Activity-dependent BDNF release via endocytic pathways is regulated by synaptotagmin-6 and complexin

• Published in: Proceedings of the National Academy of Sciences - PNAS Vol. 112; no. 32; pp. E4475 - E4484
• Main Authors: Wong, Yu-Hui, Lee, Chia-Ming, Xie, Wenjun, Cui, Bianxiao, Poo, Mu-ming
• Format: Journal Article
• Language: English
• Published: United States National Academy of Sciences 11.08.2015; National Acad Sciences
• Series: PNAS Plus
• Subjects: Adaptor Proteins, Vesicular Transport - metabolism; Animals; Axons - metabolism; Biological Sciences; Brain-Derived Neurotrophic Factor - metabolism; Calcium - metabolism; Cell Compartmentation; Cells, Cultured; Dendrites; Down-Regulation; Endocytosis; Exocytosis; Gene Knockdown Techniques; Green Fluorescent Proteins - metabolism; Hippocampus - cytology; Intracellular Space - metabolism; Membranes; Mice; Models, Biological; Molecules; Nerve Tissue Proteins - metabolism; Neurons; PNAS Plus; Protein Transport; Quantum dots; Quantum Dots - metabolism; Receptors, Glutamate - metabolism; Synapses; Synaptotagmins - metabolism; endocytosis; secretion; synaptotagmin; complexin; BDNF
• ISSN: 0027-8424; 1091-6490
• DOI: 10.1073/pnas.1511830112

Brain-derived neurotrophic factor (BDNF) is known to modulate synapse development and plasticity, but the source of synaptic BDNF and molecular mechanisms regulating BDNF release remain unclear.

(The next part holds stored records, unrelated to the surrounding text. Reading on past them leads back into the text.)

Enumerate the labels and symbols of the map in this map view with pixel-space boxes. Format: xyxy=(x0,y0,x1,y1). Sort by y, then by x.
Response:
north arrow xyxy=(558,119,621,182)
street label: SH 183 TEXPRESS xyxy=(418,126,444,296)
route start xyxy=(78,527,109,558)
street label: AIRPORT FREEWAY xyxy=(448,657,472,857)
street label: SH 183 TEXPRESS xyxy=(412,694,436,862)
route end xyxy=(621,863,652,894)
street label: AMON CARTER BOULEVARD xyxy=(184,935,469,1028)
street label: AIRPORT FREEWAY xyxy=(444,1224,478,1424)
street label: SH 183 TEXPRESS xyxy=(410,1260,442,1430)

Using exogenous BDNF tagged with quantum dots (BDNF-QDs), we found that endocytosed BDNF-QDs were preferentially localized to postsynaptic sites in the dendrite of cultured hippocampal neurons. Repetitive neuronal spiking induced the release of BDNF-QDs at these sites, and this process required activation of glutamate receptors. Down-regulating complexin 1/2 (Cpx1/2) expression eliminated activity-induced BDNF-QD secretion, although the overall activity-independent secretion was elevated. Among eight synaptotagmin (Syt) isoforms examined, down-regulation of only Syt6 impaired activity-induced BDNF-QD secretion. In contrast, activity-induced release of endogenously synthesized BDNF did not depend on Syt6. Thus, neuronal activity could trigger the release of endosomal BDNF from postsynaptic dendrites in a Cpxand Syt6-dependent manner, and endosomes containing BDNF may serve as a source of BDNF for activity-dependent synaptic modulation.